I asked him to improve the parser that I was implemented using very ad-hoc techniques (it did not even have syntactic error control). Also I suggested a method to translate/compile BPL programs to Prolog in order to eliminate the necessity of a meta-interpreter. The translations was inspired in techniques used for the Adapter module of the SWAM. However, He did much more than that. He improved the structure of the system and every corner of it. He even implemented a GUI interface. When he ended the system was a mature one.

Then, the complete implementation consisted of about 6193 lines of Prolog code (in 10 modules), 1879 lines of C code (in 6 files, excluding the header files) and a number of shell script files to facilitate the installation of the BPL system. After that, the system was more reliable, safe and efficient.

C) The crossing of the desert
In 2012 we were on the deep of the economic crisis and a regional project I was leading conclude and it was impossible to keep going. Money stopped and people had to emigrate. It was a difficult time.

Because similarity relations have expressive limitations, I dedicated my time to define a proximity-based unification algorithm which was sound and complete and could be implemented efficiently.

D) BPL version 3.0
In 2016, I met Fernando Sáenz-Pérez at the annual Spanish conference on Programming Languages ​​(PROLE). I admired Fernando for all the work he was doing on the Datalog Educational System (DES). After my talk, at lunch, we had the opportunity to talk about our work. He was interested in the work we did on BPL (although it had not been the main topic of my talk) and proposed to work to make a fuzzy version of his DES system. That gave rise to him knowing the BPL system and an advantageous collaboration for both began.

In 2017 I knew how to implement a proximity-based unification algorithm efficiently and we started working in that direction.

The proximity-based unification algorithm is based on a new notion of proximity over syntactic symbols. Given a proximity relation R on the symbols of an alphabet and two symbols a and b, they approximate if they belong to the same proximity block and they are always assigned to only a proximity block (note that, it is not sufficient that R(a,b) with a certain degree). If we represent R as a graph, a proximity block is a maximal clique.

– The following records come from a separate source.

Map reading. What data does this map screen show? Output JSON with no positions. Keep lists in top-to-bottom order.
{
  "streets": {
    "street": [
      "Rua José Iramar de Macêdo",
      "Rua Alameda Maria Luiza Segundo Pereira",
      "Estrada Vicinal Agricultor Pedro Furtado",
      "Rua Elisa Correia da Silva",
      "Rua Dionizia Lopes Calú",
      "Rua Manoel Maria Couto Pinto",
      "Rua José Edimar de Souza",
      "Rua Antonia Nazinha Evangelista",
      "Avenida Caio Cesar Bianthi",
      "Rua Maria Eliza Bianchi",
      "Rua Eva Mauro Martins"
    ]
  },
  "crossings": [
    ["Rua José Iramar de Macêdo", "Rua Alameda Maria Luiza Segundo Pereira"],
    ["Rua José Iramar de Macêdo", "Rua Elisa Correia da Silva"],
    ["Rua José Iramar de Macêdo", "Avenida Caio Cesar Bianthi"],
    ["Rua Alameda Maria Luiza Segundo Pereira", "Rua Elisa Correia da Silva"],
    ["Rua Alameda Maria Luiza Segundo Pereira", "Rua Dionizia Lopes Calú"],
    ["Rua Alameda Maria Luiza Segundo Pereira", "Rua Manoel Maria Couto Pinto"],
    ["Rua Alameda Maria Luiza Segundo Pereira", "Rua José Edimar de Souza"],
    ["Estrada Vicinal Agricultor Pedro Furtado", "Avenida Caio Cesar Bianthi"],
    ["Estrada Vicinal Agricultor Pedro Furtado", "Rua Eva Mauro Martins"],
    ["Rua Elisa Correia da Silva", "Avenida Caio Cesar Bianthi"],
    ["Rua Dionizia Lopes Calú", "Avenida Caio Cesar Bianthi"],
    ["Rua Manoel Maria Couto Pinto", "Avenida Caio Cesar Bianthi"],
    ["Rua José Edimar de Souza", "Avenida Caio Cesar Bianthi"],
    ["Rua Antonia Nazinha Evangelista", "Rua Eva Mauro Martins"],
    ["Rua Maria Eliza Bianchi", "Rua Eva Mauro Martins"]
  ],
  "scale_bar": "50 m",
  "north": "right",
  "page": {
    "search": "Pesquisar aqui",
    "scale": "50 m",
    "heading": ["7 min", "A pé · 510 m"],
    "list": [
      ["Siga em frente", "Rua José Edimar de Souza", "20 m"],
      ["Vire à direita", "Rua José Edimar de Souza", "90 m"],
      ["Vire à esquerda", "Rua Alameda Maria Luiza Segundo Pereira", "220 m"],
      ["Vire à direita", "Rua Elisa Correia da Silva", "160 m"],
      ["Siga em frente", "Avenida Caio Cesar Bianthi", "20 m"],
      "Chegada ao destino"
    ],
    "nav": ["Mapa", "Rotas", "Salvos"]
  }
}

Roughly speaking, two terms weakly unify if the symbols at the root position belong to the same proximity block, the arguments of the terms pairwise weakly unify and there are no inconsistencies in the block assignments.

The main novelties of BPL version 3.0 have been the implementation of the new proximity-based unification algorithm and its incorporation to the resolution procedure. Also we introduced other improvements, like the possibility of working with different t-norms distinct than the minimum t-norm. At the present time, the BPL system implements three different weak unification algorithms, including the similarity-based unification algorithm proposed by Maria Sessa, which is only adequate for similarity relations. You can choose which one to use using the weak_unification/1 directive.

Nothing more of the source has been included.